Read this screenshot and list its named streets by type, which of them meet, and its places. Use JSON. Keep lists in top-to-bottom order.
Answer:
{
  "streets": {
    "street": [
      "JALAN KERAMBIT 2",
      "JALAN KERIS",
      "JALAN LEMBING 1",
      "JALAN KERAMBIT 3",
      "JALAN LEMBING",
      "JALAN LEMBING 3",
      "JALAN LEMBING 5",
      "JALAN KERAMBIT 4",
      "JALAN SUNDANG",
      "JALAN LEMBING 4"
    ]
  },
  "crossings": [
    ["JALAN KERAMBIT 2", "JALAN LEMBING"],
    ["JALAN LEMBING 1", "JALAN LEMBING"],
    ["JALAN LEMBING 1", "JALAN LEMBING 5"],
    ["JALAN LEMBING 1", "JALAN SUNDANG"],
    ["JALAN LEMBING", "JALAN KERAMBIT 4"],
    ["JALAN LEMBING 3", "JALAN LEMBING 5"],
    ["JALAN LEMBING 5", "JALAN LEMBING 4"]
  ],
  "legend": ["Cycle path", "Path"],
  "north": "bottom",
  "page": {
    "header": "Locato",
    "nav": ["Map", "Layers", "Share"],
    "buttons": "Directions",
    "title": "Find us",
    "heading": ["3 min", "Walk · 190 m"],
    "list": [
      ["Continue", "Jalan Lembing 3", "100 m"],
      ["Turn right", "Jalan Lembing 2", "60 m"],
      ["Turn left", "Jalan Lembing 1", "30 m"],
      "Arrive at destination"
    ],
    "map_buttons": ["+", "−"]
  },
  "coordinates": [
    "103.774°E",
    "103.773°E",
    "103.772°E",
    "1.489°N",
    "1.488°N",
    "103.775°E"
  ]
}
:::::
Write every entry out again exactly.

Read this screenshot and list its named streets by type, which of them meet, and its places. Use JSON. Keep lists in top-to-bottom order.
Answer:
{
  "streets": {
    "street": [
      "JALAN KERAMBIT 2",
      "JALAN KERIS",
      "JALAN LEMBING 1",
      "JALAN KERAMBIT 3",
      "JALAN LEMBING",
      "JALAN LEMBING 3",
      "JALAN LEMBING 5",
      "JALAN KERAMBIT 4",
      "JALAN SUNDANG",
      "JALAN LEMBING 4"
    ]
  },
  "crossings": [
    ["JALAN KERAMBIT 2", "JALAN LEMBING"],
    ["JALAN LEMBING 1", "JALAN LEMBING"],
    ["JALAN LEMBING 1", "JALAN LEMBING 5"],
    ["JALAN LEMBING 1", "JALAN SUNDANG"],
    ["JALAN LEMBING", "JALAN KERAMBIT 4"],
    ["JALAN LEMBING 3", "JALAN LEMBING 5"],
    ["JALAN LEMBING 5", "JALAN LEMBING 4"]
  ],
  "legend": ["Cycle path", "Path"],
  "north": "bottom",
  "page": {
    "header": "Locato",
    "nav": ["Map", "Layers", "Share"],
    "buttons": "Directions",
    "title": "Find us",
    "heading": ["3 min", "Walk · 190 m"],
    "list": [
      ["Continue", "Jalan Lembing 3", "100 m"],
      ["Turn right", "Jalan Lembing 2", "60 m"],
      ["Turn left", "Jalan Lembing 1", "30 m"],
      "Arrive at destination"
    ],
    "map_buttons": ["+", "−"]
  },
  "coordinates": [
    "103.774°E",
    "103.773°E",
    "103.772°E",
    "1.489°N",
    "1.488°N",
    "103.775°E"
  ]
}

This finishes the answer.